Manuais de filosofia definem o "mito da caverna" de Platão como a parábola mais essencial para o entendimento da manipulação do olhar (e das ideias) por aparências, o que leva a uma analogia com as fake news dos tempos atuais, na troca de falácias por grupos de whatsapp que se recusam a ver o mundo por perspectivas plurais como as retratadas no filme "Uma Alegoria Urbana".
Poema compacto, com 21 minutos de duração, a produção estreou no Festival de Veneza e chegou ao Brasil via MUBI, promovendo um debate sobre a submissão a discursos (os de ódio, sobretudo) expressos por estratégias visuais.
Parceiros no belo "Omelia Contadina", de 2020, a cineasta italiana Alice Rohrwacher ("Feliz Como Lázaro") e o artista visual francês JR (de codiretor de "Visages Villages" com a deusa Agnès Varda) unem forças novamente na direção desse ensaio de verve platônica em cartaz no www.mubi.com.

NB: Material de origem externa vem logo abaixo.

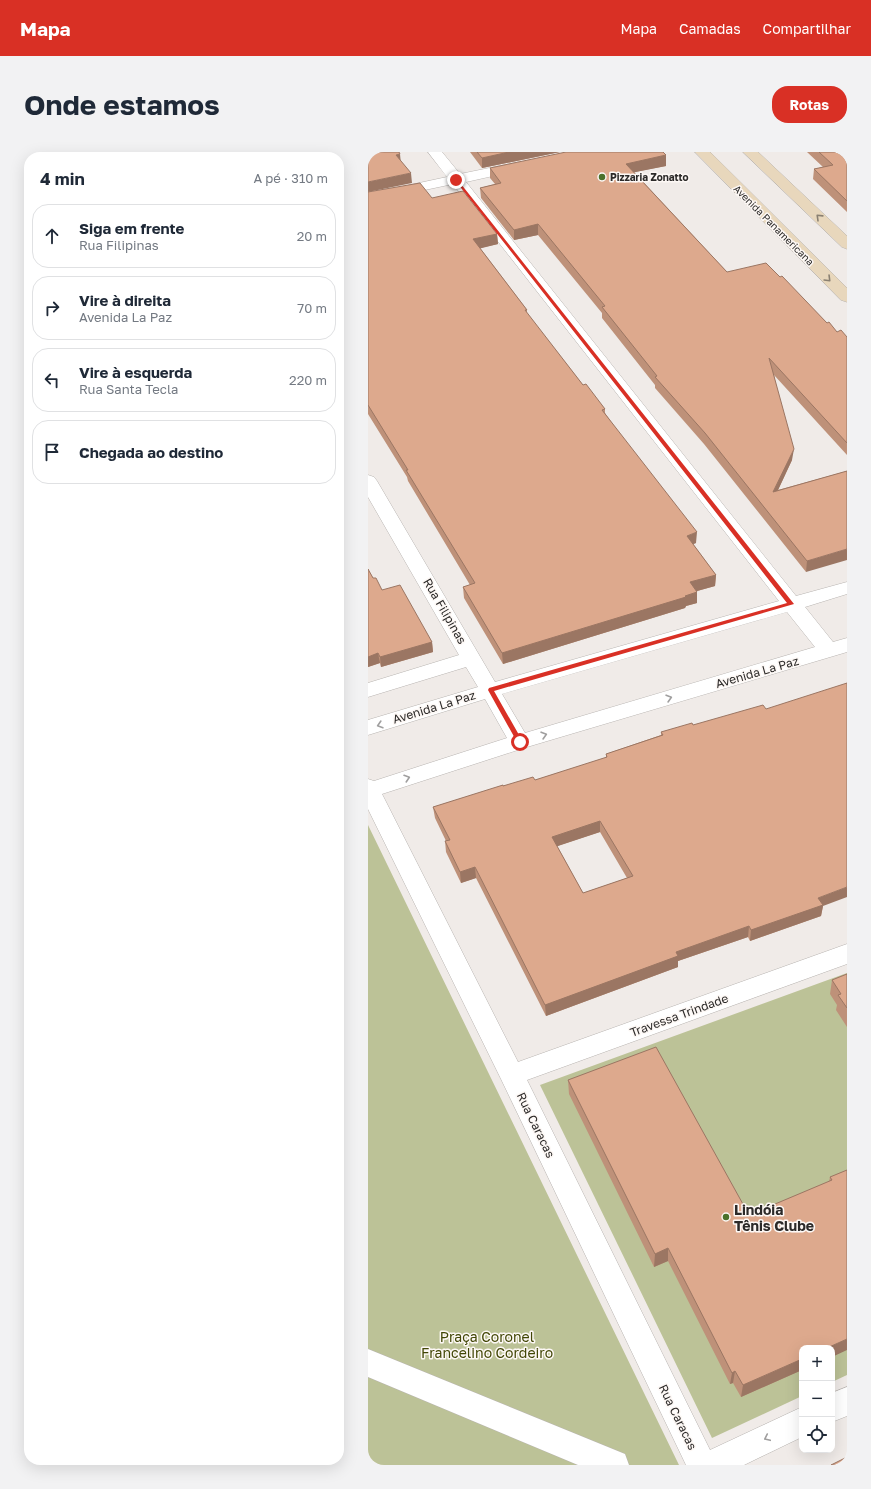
<!DOCTYPE html>
<html lang="pt">
<meta charset="utf-8">
<style>
body{margin:0;font-family:"Golos Text",sans-serif;background:#f2f2f3;color:#1f2937}
.controls{position:absolute;right:12px;bottom:12px;display:grid;overflow:hidden;border-radius:8px;box-shadow:0 4px 16px #0002}
.controls button{width:36px;height:36px;display:grid;place-items:center;padding:0;border:0;border-bottom:1px solid #e0e1e3;background:#fff;color:#1f2937;font:20px sans-serif}
.stop{position:absolute;width:12px;height:12px;margin:-9px;border:3px solid #d93025;border-radius:50%;background:#fff}
.stop.end{background:#d93025;border-color:#fff;box-shadow:0 1px 4px #0008}
.list{margin:0;padding:0;list-style:none}
h2{display:flex;justify-content:space-between;align-items:center;height:52px;margin:0;padding:0 16px;font-size:17px}
h2 small{font-size:13px;font-weight:400;color:#747a83}
.list li{display:grid;grid-template-columns:26px 1fr auto;gap:12px;align-items:center;box-sizing:border-box;height:64px;margin:0 8px 8px;padding:0 8px;border:1px solid #e0e1e3;border-radius:16px}
.list b{display:block;font-size:15px;white-space:nowrap}
.list p{margin:0;font-size:13px;white-space:nowrap;color:#747a83}
.list em{font-size:13px;font-style:normal;color:#747a83}
.icon{flex:none;width:22px;height:22px;fill:none;stroke:currentColor;stroke-width:2;stroke-linecap:round;stroke-linejoin:round}
.map{position:relative;flex:none;width:479px;height:1313px;overflow:hidden;border-radius:16px}
header{display:flex;align-items:center;gap:24px;box-sizing:border-box;height:56px;padding:0 20px;background:#d93025;color:#fff}
header strong{font-size:19px}
nav{display:flex;gap:22px;margin-inline-start:auto;font-size:14px}
.intro{display:flex;align-items:center;justify-content:space-between;box-sizing:border-box;height:96px;padding:0 24px}
h1{margin:0;font-size:28px}
.button{padding:10px 18px;border-radius:16px;background:#d93025;color:#fff;font-size:14px;font-weight:700}
main{display:flex;gap:24px;padding:0 24px}
aside{flex:1;background:#fff;border-radius:16px;box-shadow:0 4px 16px #0002}
.map>svg:first-child{display:block}
.green{fill:#bcc297}
.lines{fill:none;stroke-linecap:round;stroke-linejoin:round}
.street-casing{stroke:#b8b4b1;stroke-width:1}
.secondary-casing{stroke:#b8b4b1;stroke-width:1}
.street{fill:#fff;fill-rule:evenodd}
.secondary{fill:#e8d7bc;fill-rule:evenodd}
.wall{fill:#be9179;fill-rule:evenodd}
.shaded-wall{fill:#9b7663}
.building{fill:#dda98d;stroke:#9b7663;fill-rule:evenodd}
.oneway{stroke:#8a8072}
.oneway2{stroke:#a09f9f}
.route{fill:#d93025}
.poi-dot{fill:#4b712b;stroke:#fdf8f5;stroke-width:1.5}
.labels{text-anchor:middle;dominant-baseline:central;stroke-width:3;stroke-linejoin:round;paint-order:stroke}
.far-poi-label{font-size:10px;font-weight:bold;fill:#2c2a29;stroke:#fdf8f5;text-anchor:start}
.far-street-label{font-size:10px;fill:#2c2a29;stroke:#fdf8f5}
.street-label{font-size:12px;fill:#2c2a29;stroke:#fdf8f5}
.near-poi-label{font-size:14px;font-weight:bold;fill:#2c2a29;stroke:#fdf8f5;text-anchor:start}
.near-park-label{font-size:14px;fill:#414605;stroke:#fdf8f5}
</style>
<header>
<strong>Mapa</strong>
<nav><a>Mapa</a><a>Camadas</a><a>Compartilhar</a></nav>
</header>
<div class="intro"><h1>Onde estamos</h1><a class="button">Rotas</a></div>
<main>
<aside>
<h2>4 min<small>A pé · 310 m</small></h2>
<ul class="list">
<li><svg class="icon" aria-label="ahead" viewBox="0 0 24 24"><path d="M12 20V5M6 11l6-6 6 6"/></svg><div><b>Siga em frente</b><p>Rua Filipinas</p></div><em>20 m</em></li>
<li><svg class="icon" aria-label="right" viewBox="0 0 24 24"><path d="M7 20v-9h11M14 6l5 5-5 5"/></svg><div><b>Vire à direita</b><p>Avenida La Paz</p></div><em>70 m</em></li>
<li><svg class="icon" aria-label="left" viewBox="0 0 24 24"><path d="M17 20v-9H6M10 6l-5 5 5 5"/></svg><div><b>Vire à esquerda</b><p>Rua Santa Tecla</p></div><em>220 m</em></li>
<li><svg class="icon" aria-label="arrive" viewBox="0 0 24 24"><path d="M6 21V4h12l-3 4 3 4H6"/></svg><div><b>Chegada ao destino</b></div></li>
</ul>
</aside>
<div class="map">
<svg width="479" height="1313" viewBox="0 0 479 1313">
<rect width="100%" height="100%" fill="#f0ebe8"/>
<path class="green" d="M0,673L311,1313H0Z
M479,821V1223L464,1230V1196H434V1244L344,1286L172,933Z"/>
<g class="lines">
<g class="street-casing">
<path id="street" d="M60,0H74L92,22L151,10L156,11L158,14L156,17L98,30L428,444L479,430V442L437,455L465,490L479,486V500L159,595L14,642L150,910L479,792V812L159,928L342,1298L434,1255V1285L376,1313H318L133,927L0,657V627L6,629L139,586L117,547L0,583V568L110,535L98,515L0,545V531L91,503L0,345V323L6,325L9,329L127,530L411,449L85,32L0,50V42L79,25ZM419,460L447,495L157,581L134,542Z
M0,1197L257,1302L261,1313H210L0,1225Z
M479,1235V1264L464,1270V1241Z"/>
</g>
<g class="secondary-casing">
<path id="secondary" d="M327,0H342L479,136V150L473,148Z
M375,0H390L479,84V97L474,95Z"/>
</g>
<use href="#street" class="street"/>
<use href="#secondary" class="secondary"/>
</g>
<path class="wall" d="M102,0H192L114,16Z
M439,0H479V60L445,27L446,17L455,15Z
M298,3V14L266,20L359,120L412,125L459,171L469,180L479,185V303L406,223L424,308L410,338L479,319L438,420L336,292L287,236V233L234,166V161L170,83L146,88L113,46L112,36L127,32L122,26V16Z
M0,40L64,46L129,82L130,92L112,96L159,158V162L215,233L237,257V261L328,391L325,392L348,423L347,434L329,439V451L318,454L317,456L135,512L96,446L95,435L102,433L40,329L39,325L0,262Z
M0,417L5,426L14,438L64,490L65,500L13,515L12,511L0,515Z
M293,580L455,754L453,764L382,789L380,785L310,809V815L178,864L108,726L93,731L78,700L77,689H78L67,666L65,655L135,634L167,628L238,606V602L293,583ZM232,680L259,726L215,741L189,694Z
M479,822V875L468,858L469,853L462,842L464,828Z
M200,928L381,1063L461,1030L462,1025L479,1018L434,1196V1218L373,1245L365,1231L362,1232L300,1109L286,1115L201,942Z"/>
<path class="shaded-wall" d="M141,0H192L114,16V6Z
M32,2L33,12L28,3Z
M298,3V14L258,22V12Z
M43,21L44,31L0,40V30Z
M170,72V83L146,88V78Z
M129,82L130,92L106,98L105,87Z
M426,297L424,308L404,351L405,340Z
M329,380L328,391L318,395L319,384Z
M479,397V408L438,420L439,409Z
M348,423L347,434L322,441V430Z
M329,440V451L318,454L317,456L135,512L134,501Z
M64,490L65,500L13,515L12,505Z
M10,501L12,511L0,515V505Z
M232,669V680L184,696V685Z
M107,715L108,726L93,731L92,720Z
M479,735V745L455,754L453,764L382,789L383,778L450,746Z
M381,774L380,785L310,809V815L178,864L177,853L308,800Z
M300,1096V1109L286,1115L287,1102Z
M479,1187V1198L464,1205V1196H459Z
M434,1207V1218L373,1245L375,1233Z
M367,1219L365,1231L362,1232L364,1221Z"/>
<path class="building" d="M0,0H31L32,2L28,3L43,21L0,30Z
M109,0H141L114,6Z
M198,0H295L298,3L258,12L359,120L398,111L412,125L414,124L459,171L461,170L469,180L473,178L479,185V291L401,206L426,297L405,340L479,319V397L439,409L337,281L287,225L289,224L234,155L237,154L170,72L146,78L112,36L133,31L122,16Z
M451,0H479V49L446,17L465,13Z
M52,31L64,46L95,39L129,82L105,87L159,158H157L215,233L218,232L237,257L234,258L329,380L319,384L348,423L322,430L329,440L317,444L318,445L134,501L95,435L107,431L38,318H40L0,253V40Z
M0,417L5,426H8L14,438L32,433L64,490L12,505L10,501L0,505Z
M479,531V735L450,746L455,753L383,778L381,774L308,800L310,804L177,853L107,715L92,720L77,689L82,688L65,655L135,633V634L165,625L167,628L239,605L238,602L295,583L293,580L324,571L325,573L395,553L398,557ZM232,669L265,724L215,741L184,685Z
M479,822V856L470,843L473,842L464,828Z
M288,895L381,1063L464,1028L462,1025L479,1018V1187L459,1196H434V1207L375,1233L367,1219L364,1221L300,1096L287,1102L200,928Z
M479,1305V1313H463Z"/>
<defs><path id="oneway-chevron" d="M-2-3.5L2.5 0L-2 3.5" fill="none" stroke-width="1.6" stroke-linecap="round" stroke-linejoin="round"/></defs>
<g class="oneway">
<use href="#oneway-chevron" transform="translate(451 65) rotate(-136)"/>
<use href="#oneway-chevron" transform="translate(460 127) rotate(45)"/>
</g>
<g class="oneway2">
<use href="#oneway-chevron" transform="translate(301 546) rotate(-16)"/>
<use href="#oneway-chevron" transform="translate(12 573) rotate(163)"/>
<use href="#oneway-chevron" transform="translate(176 583) rotate(-16)"/>
<use href="#oneway-chevron" transform="translate(39 626) rotate(-18)"/>
<use href="#oneway-chevron" transform="translate(399 1286) rotate(155)"/>
</g>
<path class="route" d="M86,27H89L426,452L126,539L155,590L152,592L149,590L120,538L121,536L419,451Z"/>
<g class="poi-dot">
<circle cx="234" cy="25" r="4"/>
<circle cx="358" cy="1065" r="4"/>
</g>
<g class="labels">
<g class="far-poi-label">
<text x="242" y="25">Pizzaria Zonatto</text>
</g>
<g class="far-street-label">
<text transform="translate(406 73) rotate(45)">Avenida Panamericana</text>
</g>
<g class="street-label">
<text transform="translate(77 459) rotate(60)">Rua Filipinas</text>
<text transform="translate(389 520) rotate(-16)">Avenida La Paz</text>
<text transform="translate(66 555) rotate(-17)">Avenida La Paz</text>
<text transform="translate(311 863) rotate(-20)">Travessa Trindade</text>
<text transform="translate(168 973) rotate(64)">Rua Caracas</text>
<text transform="translate(310 1265) rotate(64)">Rua Caracas</text>
</g>
<g class="near-poi-label">
<text x="366" y="1057">Lindóia<tspan x="366" dy="16">Tênis Clube</tspan></text>
</g>
<g class="near-park-label">
<text x="119" y="1184">Praça Coronel<tspan x="119" dy="16">Francelino Cordeiro</tspan></text>
</g>
</g>
</svg>
<div class="controls">
<button>+</button>
<button>−</button>
<button><svg class="icon" aria-label="locate" viewBox="0 0 24 24"><circle cx="12" cy="12" r="6"/><path d="M12 2v4M12 18v4M2 12h4M18 12h4"/></svg></button>
</div>
<div class="stop" style="left:152px;top:590px"></div>
<div class="stop end" style="left:88px;top:28px"></div>
</div>
</main>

Paris se desvela em cena diante deles, no processo de alfabetização do olhar de um menino, Jay, vivido por Naïm El Kaldaoui. "A cidade é a nossa protagonista, retratada como um caleidoscópio, o que nos leva a uma série de imagens dela na introdução da narrativa, para entendermos como o garoto vê o mundo e o que vai se passar de diferente com sua mirada", explica Alice ao Correio da Manhã, em papo via Zoom ao lado de JR.
"Logo que começamos a falar de uma jornada singular de descoberta, pensamos em sombras, em dança, numa bailarina", diz o fotógrafo e realizador de origem tunisiana, cujas iniciais significam Jean-René. "Foi Agnès Varda que nos apresentou e imagino que ela ficou feliz de ver que a gente combinasse as potências", explica, referindo-se à diretora de "Cléo das 5 às 7" (de 1962), morta em 2019.
Indicada ao Oscar de Melhor Curta de Ficção em 2023 por "Le Pupille", Alice mescla suas teses estéticas com as de JR abrindo uma reflexão poética sobre os preconceitos da cultura europeia, mesmo com o forte intercâmbio cultural com imigrantes, em função de intolerâncias históricas e falta de empatia. Na trama de "Uma Alegoria Urbana", Jay precisa acompanhar sua mãe (Lyna Khoudri) a uma audição para um balé. O diretor do espetáculo é vivido pelo mítico cineasta Leos Carax ("Holy Motors"), que voltou às telas em 2024 com o .doc experimental "Não Sou Eu". Inédita em circuito nacional, essa produção passou aqui em outubro, na Mostra de São Paulo, em sessão dupla com o filme de Rohrwacher e JR. A escalação do realizador de "Os Amantes de Pont-Neuf" (1991) e "Pola X" (1999) foi motivado pelo caráter transgressor de sua investigação do real. "A linguagem cinematográfica mexe com instintos primevos da humanidade, mas sofre abalos sempre que uma nova abordagem tecnológica da forma de narrar é proposta, por uma necessidade da indústria de maquinizar a liberdade. Romper com os códigos binários do mercado, ou seja, 'lucro' e 'prejuízo', é a melhor forma de reinvenção da arte de filmar", disse Carax ao Correio, em sua passagem pelo Brasil, em 2012, no Festival do Rio.
"Convocamos Leos porque ele é um fugitivo da caverna", diz Alice. "A filmografia dele rompe com os grilhões da imagética".
Ao longo da construção de "Uma Alegoria Urbana", o pequeno Jay passa por uma vivência similar a dos personagens de Platão: aprendem que as visões que acreditavam ser verdades absolutas não passam de apreensões não postuladas (portanto, relativas) do mundo.
"No cinema convencional, há um vetor narrativo que força nosso olhar numa direção, numa só verdade", explica Alice. "O projeto que move desse filme é mostrar que existem outras perspectivas numa história, numa sequência, num plano".